Free school supplies offered to low income Anderson Co. families

Free school supplies offered to low income Anderson Co. families


6 News Reporter

OAK RIDGE (WATE) -- With the start of school just weeks away, an Oak Ridge-based non-profit is lending a helping hand to families.

Aid to Distressed Families of Appalachian Counties is offering lower income families that qualify at least $25 worth of school supplies.

Children in grades K-12 will have the opportunity to make their way through a school supplies store, pick out a backpack of their choice, and fill it with school supplies.

"They look for what they really like. It is like shopping for them," said Annie Cacheiro, ADFAC's school supplies program director.

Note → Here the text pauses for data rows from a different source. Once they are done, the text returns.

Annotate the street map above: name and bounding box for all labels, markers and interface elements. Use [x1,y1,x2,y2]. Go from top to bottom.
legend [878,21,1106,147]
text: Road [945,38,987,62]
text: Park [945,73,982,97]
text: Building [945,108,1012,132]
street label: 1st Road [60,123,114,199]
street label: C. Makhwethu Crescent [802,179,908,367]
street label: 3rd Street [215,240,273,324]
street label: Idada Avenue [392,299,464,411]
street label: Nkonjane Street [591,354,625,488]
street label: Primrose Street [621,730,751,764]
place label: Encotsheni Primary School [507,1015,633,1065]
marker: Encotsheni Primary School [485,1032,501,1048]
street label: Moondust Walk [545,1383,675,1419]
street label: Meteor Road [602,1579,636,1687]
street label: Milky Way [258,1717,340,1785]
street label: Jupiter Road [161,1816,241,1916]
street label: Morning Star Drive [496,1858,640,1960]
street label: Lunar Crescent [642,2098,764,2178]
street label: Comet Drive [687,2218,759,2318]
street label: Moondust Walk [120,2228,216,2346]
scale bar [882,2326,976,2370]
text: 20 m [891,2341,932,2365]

But Cacheiro says the program is not just about brand new school supplies and a nice backpack. She says it is about the financial burden lifted off these Anderson County families.

"There are people who have been laid off from their jobs, people who are struggling on one income and before that they had two. They may have unemployment, but it's running out," said Cacheiro.

Most importantly, she says, it is about providing an experience for these kids, when in the past they may have started school without the materials they needed to succeed, things as simple as paper and a box of pencils.

"Some of these kids may not have control over a lot of things, but that's something they have control over in that moment," Cacheiro says.

Tim Alcorn, a volunteer at the school supplies store, said his employer, Oak Ridge Associated Universities, allowed him paid time off to help out. It is something he has done for the last six years. 

"I have two kids of my own, and it helps being able to see these other kids try to start on the same footing will all the others when school does start," said Alcorn.

Alcorn is one several volunteers Cacheiro says have made the giving possible. The non-profit has faced depleting resources, such as the loss of several grants, while the price of the materials has not dropped.

The situation makes their jobs tougher, she says, but also makes their desire to help lower income families that much stronger.

"What's really important to us is that every child walks into that classroom with what they need," said Cacheiro.

The non-profit is hoping to serve around 1,500 kids before the start of school. They offered supplies to 1,400 last year.

ADFAC will keep its free school supplies store open through next Thursday.

Lower income families are only eligible if they live in Anderson County or Oak Ridge, and their children go to school there.